Still, the biggest cloud over any future candidacy for Ivanka will likely be the dark final days of her father’s presidency. Throughout the turbulent Trump years, Ivanka has been a rare fixed point at her father’s side, and the ugly denouement of her father’s two-month refusal to accept the election results — and inciting violence in the Capitol — has undermined Ivanka’s effort to cast the Trump presidency in a moderate light.
Restrained and poised where her father has been militant and volatile, her work in the White House focussed on issues like parental leave, STEM education and retraining workers. Now her father will be remembered as the president whose election lie undermined American democracy. If a bitter civil war is about to break out in the GOP, will Ivanka find herself caught between the two sides or could she be the party’s unifying figure?
“The Trump brand is tainted,” says Burleigh. “But time will dilute the shock and the donors will get behind her if she has the numbers.” According to Lopez, Ivanka is the “perfect pivot” for the Republican party. “Shut your eyes and imagine a softer, gentler conservative,” he says. “What do you see? Ivanka. The mother, the highly-educated businesswoman. It’s almost a perfect fit.”
Still, Washington won’t be in a hurry to welcome them back. At the weekend, when vans were spotted outside their swanky 7,000sq ft DC townhouse, most of Ivanka and Jared’s neighbours couldn’t wait to see the back of them. “Our dogs get on but that’s about it,” says Rhona Friedman, who lives next door. “When you see how many Biden-Harris signs are in the windows, it’s pretty easy to tell which side my neighbourhood is on.”

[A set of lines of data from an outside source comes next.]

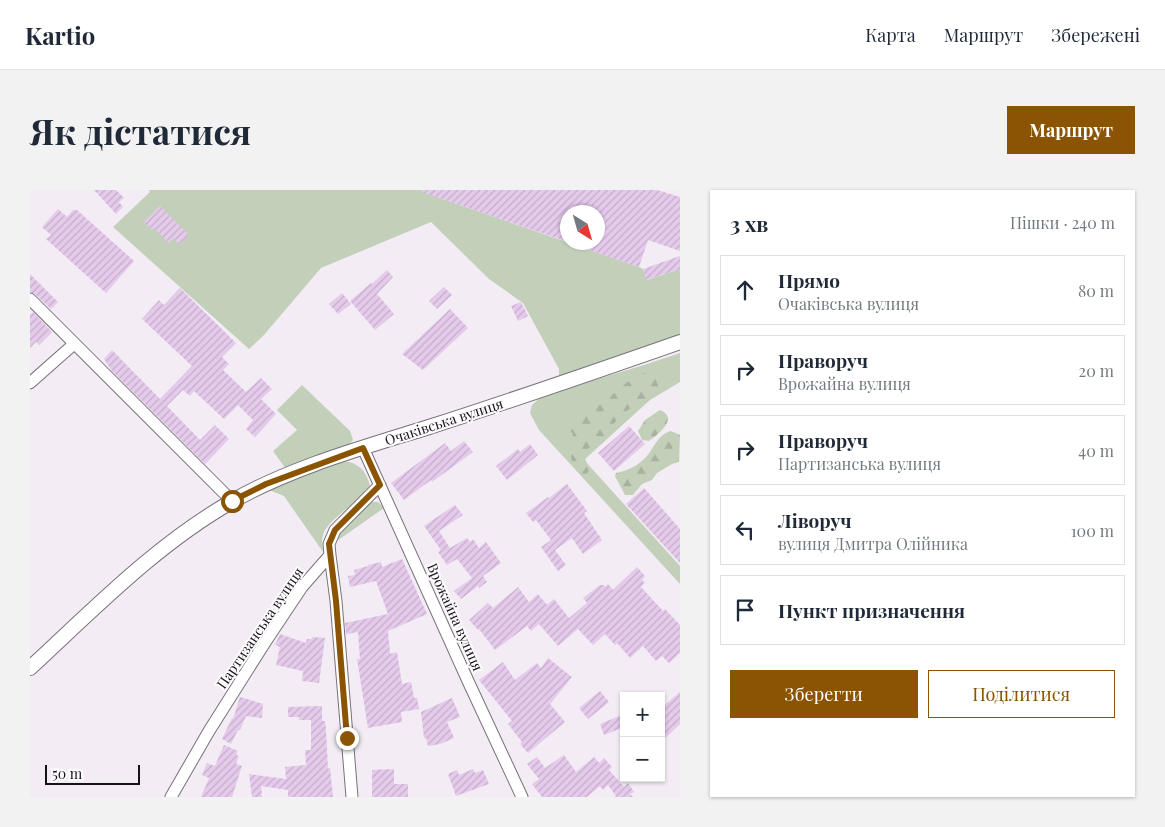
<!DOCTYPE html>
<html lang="uk">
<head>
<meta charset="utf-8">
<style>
  body { margin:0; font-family:"Playfair Display",serif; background:#f2f2f3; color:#1f2937 }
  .controls { position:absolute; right:15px; bottom:15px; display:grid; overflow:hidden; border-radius:0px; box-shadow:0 1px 4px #0004 }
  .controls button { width:45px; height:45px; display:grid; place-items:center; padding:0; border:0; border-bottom:1px solid #e0e1e3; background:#fff; color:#1f2937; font:25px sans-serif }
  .compass { position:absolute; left:530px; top:15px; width:45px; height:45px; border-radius:50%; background:#fff; box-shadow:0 1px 4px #0004; rotate:143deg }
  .scale { position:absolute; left:15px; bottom:12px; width:95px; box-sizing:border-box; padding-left:5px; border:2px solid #151315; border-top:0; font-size:14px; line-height:18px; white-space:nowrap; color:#151315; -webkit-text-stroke:4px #fdfbfe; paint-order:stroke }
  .stop { position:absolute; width:15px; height:15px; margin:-11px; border:4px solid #8a5403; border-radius:50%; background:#fff }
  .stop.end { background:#8a5403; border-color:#fff; box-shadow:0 1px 5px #0008 }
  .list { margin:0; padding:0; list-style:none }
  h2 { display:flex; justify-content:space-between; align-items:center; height:65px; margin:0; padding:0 20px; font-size:21px }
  h2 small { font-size:16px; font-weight:400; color:#747a83 }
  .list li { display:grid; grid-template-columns:32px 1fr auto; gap:15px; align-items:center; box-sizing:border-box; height:70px; margin:0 10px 10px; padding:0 10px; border:1px solid #e0e1e3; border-radius:0px }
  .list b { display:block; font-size:19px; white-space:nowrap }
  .list p { margin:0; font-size:16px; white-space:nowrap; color:#747a83 }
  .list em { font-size:16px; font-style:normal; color:#747a83 }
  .actions { display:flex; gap:10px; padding:15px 20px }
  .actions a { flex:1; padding:11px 0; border:1px solid #8a5403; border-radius:0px; text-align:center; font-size:18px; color:#8a5403 }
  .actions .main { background:#8a5403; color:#fff }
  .icon { flex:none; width:28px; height:28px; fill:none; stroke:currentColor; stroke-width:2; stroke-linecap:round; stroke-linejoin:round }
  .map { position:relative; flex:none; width:650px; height:607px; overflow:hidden; border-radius:0px }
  header { display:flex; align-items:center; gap:30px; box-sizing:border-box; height:70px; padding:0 25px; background:#fff; border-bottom:1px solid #e0e1e3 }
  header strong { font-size:24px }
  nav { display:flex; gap:28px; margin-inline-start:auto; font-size:18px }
  .intro { display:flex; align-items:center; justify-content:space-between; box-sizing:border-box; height:120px; padding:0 30px }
  h1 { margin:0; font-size:35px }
  .button { padding:12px 22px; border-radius:0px; background:#8a5403; color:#fff; font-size:18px; font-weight:700 }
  main { display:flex; gap:30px; padding:0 30px }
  aside { flex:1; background:#fff; border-radius:0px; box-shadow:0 1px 4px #0004 }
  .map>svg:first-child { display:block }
  .green { fill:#c2d0ba }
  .forest { fill:url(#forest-firs) }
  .building { fill:url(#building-hatch) }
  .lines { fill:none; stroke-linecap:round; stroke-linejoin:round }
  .minor-casing { stroke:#777178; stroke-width:13 }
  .tertiary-casing { stroke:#777178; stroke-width:16 }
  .minor { stroke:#fff; stroke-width:11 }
  .tertiary { stroke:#fff; stroke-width:14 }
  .route { stroke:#8a5403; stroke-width:6 }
  .labels { text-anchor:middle; stroke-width:4; stroke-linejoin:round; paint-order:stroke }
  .street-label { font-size:14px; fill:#151315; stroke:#fdfbfe }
</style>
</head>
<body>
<header>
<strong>Kartio</strong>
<nav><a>Карта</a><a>Маршрут</a><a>Збережені</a></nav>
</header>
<div class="intro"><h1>Як дістатися</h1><a class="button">Маршрут</a></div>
<main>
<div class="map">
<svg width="650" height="607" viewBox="0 0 650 607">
  <defs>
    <pattern id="forest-firs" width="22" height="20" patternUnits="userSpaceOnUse" patternTransform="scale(1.25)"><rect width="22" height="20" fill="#c2d0ba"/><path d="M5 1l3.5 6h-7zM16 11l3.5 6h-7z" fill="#a6b29f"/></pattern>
    <pattern id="building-hatch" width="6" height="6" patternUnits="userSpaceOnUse" patternTransform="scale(1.25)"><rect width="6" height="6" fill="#e5caec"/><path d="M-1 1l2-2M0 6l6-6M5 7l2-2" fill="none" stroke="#c4adca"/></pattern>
  </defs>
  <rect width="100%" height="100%" fill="#f3ecf4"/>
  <path class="green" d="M119 0H396L404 6 609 77 613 79 617 90 650 79V144L529 186V179L493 113 459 89 401 32 291 78 233 146 219 159 83 37 120 2Z
    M650 163V192L620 210 554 270 650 376V394L509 240 500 223 502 215 513 205 614 175Z
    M272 195 320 241 323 250 317 257 256 279 243 261 267 240 247 220Z
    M312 271C328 272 336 280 340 296 329 311 300 329 294 342 291 349 292 355 293 362L254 306 239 300Z
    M341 312H348L354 318 304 353C308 336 328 323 341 312Z"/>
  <path class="forest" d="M615 183 626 189 630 201 627 205 611 211 598 220 589 228 576 242 573 251 567 256 559 258 554 263V267L560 279 556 285H553C537 267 539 266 543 243L535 239C534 233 536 231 540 227L553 228 560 219 573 213 592 196 609 184Z
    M630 220C649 228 629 244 619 251L612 250 608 241 615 230Z
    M641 241 650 245 649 272 642 274 627 283 622 290 612 294 603 305H595L585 286 586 283C596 281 606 277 614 269 624 260 626 245 641 241Z"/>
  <path class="building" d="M64 0H86L94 8 89 12 93 17 86 24Z
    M392 0H627L650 7V61L618 50 609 77 542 54V52H568V22H538V52L392 2Z
    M130 16 159 45 149 54 144 48 139 53 124 38 122 40 114 32Z
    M28 19 37 27 43 20H47L104 71 76 103 16 49 21 45 12 37Z
    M650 66V79L616 90 613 79Z
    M357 80 363 87 347 104 364 124 345 140 320 111 341 93 342 94Z
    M0 84 28 112 21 119 5 104 0 102Z
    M414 97 422 105 407 119 399 111Z
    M150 98 206 153 192 167 199 174 193 180 216 202 231 188 242 199 231 209 246 224 225 247 216 239 223 230 208 215 194 229 164 201 160 206 153 200 137 216 170 250 185 235 199 249 175 274 82 181 74 169 82 160 130 209 162 176 112 129 129 110 134 115Z
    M312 103 321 114 308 124 299 114Z
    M491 112 498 126 488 131 481 116Z
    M420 119 438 138 393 180 372 164Z
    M3 122 22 142 9 155 6 152 0 158V125Z
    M599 236 615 254 584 281 568 263Z
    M434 251 443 262 402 292 401 290 374 310 361 293 415 253 421 261Z
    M500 254 508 265 477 290 466 276 488 259 490 262Z
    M537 294 557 321 554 323 572 350 553 364 542 348 525 360 536 375 528 381 511 357 521 350 506 330 503 332 496 323 518 307 519 308Z
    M614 298 650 339V373L596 314Z
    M425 315 433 325 409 341 420 358 437 348 440 352 443 349 449 358 456 352 471 373 453 386 457 392 449 398 448 396 431 409 424 401 442 388 427 369 417 375 408 362 411 360 394 336Z
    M372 369 397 424 358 441 360 464 367 462 372 494 381 492 384 508H387L389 519 371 522 372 532 338 538 327 469H330L328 442 316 444 315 433 358 424 346 391 320 397 318 386 325 385 324 380 338 376V375L351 372 352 377Z
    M607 377 615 386 612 390 615 393 611 397 633 421 635 419 650 435V463L639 473 632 466 626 471 613 456 600 468 587 453 585 455 575 444 563 455 548 439 528 456 509 434 501 441 497 436 465 460 449 439 448 440 439 430 458 413 463 418 488 397 499 412 508 404 517 415 524 409 539 428 557 413 553 408 570 395H574L575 397 578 394 583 400Z
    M250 444 276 453 277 449H282V447L295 448 289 493 272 491 273 481 246 475 250 457 245 455Z
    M518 468 542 487 520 514 535 532 498 563 490 554 492 552 478 534 482 531 449 490 473 472 485 490 507 473 511 478Z
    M570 501 579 512 558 529 549 518Z
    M650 502V534L631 552V518Z
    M210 507 233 514 232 528 216 526 210 540H208L201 554 192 549 202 528 203 529Z
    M422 508 430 527 417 532 424 548 410 554 398 556 396 548H394L391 522Z
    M292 516V531H295L296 539 298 579 300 578 303 607H258V600L231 596 232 607H222L219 584 256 589 255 577 276 575 275 560H281V530H269V527H258V517Z
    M594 524V537L574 545 570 534Z
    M194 555 208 561 206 565 209 566 206 574 212 576 202 607H171L179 588 172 585 177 573 185 576Z
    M534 565 546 582 564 567 569 573 574 568 582 577 579 580 594 597 598 593 604 602 600 604 603 607H585L586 606 578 595 573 600 570 596 557 607H512L502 594 509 589 497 574 507 567 515 578Z
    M364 579V594H378V607H342V580Z
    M443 579 445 583 453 580 459 594 426 606 418 584 427 580 429 585Z"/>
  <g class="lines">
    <defs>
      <path id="minor" d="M0 109 202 311
        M0 193 44 154
        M333 258 438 491 492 607
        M300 365 306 411 322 607
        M141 607 179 541 234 454 272 397 300 365 299 354 305 340 350 295"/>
      <path id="tertiary" d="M0 478C64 419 126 355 201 312 259 278 335 257 399 237 483 210 567 181 650 152"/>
    </defs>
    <use href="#minor" class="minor-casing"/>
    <use href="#tertiary" class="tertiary-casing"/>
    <use href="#minor" class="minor"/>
    <use href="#tertiary" class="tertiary"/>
  </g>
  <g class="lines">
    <path class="route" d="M202 311 236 294 333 258 350 295 305 340 299 354 306 411 317 548"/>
  </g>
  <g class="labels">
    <g class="street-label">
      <text transform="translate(414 232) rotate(-18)" y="5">Очаківська вулиця</text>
      <text transform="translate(425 427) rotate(66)" y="5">Врожайна вулиця</text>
      <text transform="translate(230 438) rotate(-56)" y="5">Партизанська вулиця</text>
    </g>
  </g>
</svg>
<div class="controls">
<button>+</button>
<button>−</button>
</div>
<svg class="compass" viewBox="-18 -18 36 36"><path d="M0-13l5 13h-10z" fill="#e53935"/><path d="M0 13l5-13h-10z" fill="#747a83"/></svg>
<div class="scale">50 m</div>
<div class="stop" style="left:202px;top:311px"></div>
<div class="stop end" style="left:317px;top:548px"></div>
</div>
<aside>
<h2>3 хв<small>Пішки · 240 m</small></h2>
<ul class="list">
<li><svg class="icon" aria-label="ahead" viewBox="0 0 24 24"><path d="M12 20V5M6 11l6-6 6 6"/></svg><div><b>Прямо</b><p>Очаківська вулиця</p></div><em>80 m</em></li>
<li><svg class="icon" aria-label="right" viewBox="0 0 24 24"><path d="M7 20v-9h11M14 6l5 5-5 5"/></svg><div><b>Праворуч</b><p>Врожайна вулиця</p></div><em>20 m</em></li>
<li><svg class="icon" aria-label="right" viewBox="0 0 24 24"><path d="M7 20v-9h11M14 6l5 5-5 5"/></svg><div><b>Праворуч</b><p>Партизанська вулиця</p></div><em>40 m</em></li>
<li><svg class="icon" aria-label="left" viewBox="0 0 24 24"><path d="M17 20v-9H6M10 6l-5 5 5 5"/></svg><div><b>Ліворуч</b><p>вулиця Дмитра Олійника</p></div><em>100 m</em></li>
<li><svg class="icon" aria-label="arrive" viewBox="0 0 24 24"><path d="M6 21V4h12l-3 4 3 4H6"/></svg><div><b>Пункт призначення</b></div></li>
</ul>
<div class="actions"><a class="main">Зберегти</a><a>Поділитися</a></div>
</aside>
</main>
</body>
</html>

Moreover, whatever Ivanka’s electoral potential, her future is threatened by legal concerns. If her father is convicted in his imminent Senate impeachment trial, the Trump name would further lose its lustre in Republican circles. Last month, she was deposed in an investigation into the misuse of funds by Trump’s presidential inaugural committee — just one of the several criminal investigations the family faces.
Velez, who parted ways with Ivanka over politics, says her willingness to do absolutely anything for her family is “what I admired her for, but it is also the worst thing about her”.
“She will do anything for them, whether right or wrong,” she says. “Anything to get the family more power. In that sense, she is a clone of her father.” In Born Rich, a 2003 documentary about American heirs and heiresses, a much younger Ivanka says, “No matter what I hear about my parents, about my family, no matter what I read, the fact is I’m absolutely proud to be a Trump.”
Today, her father isn’t just a real estate developer and Apprentice star. He’s also a twice-impeached, one-term president. But Ivanka is as proud as ever.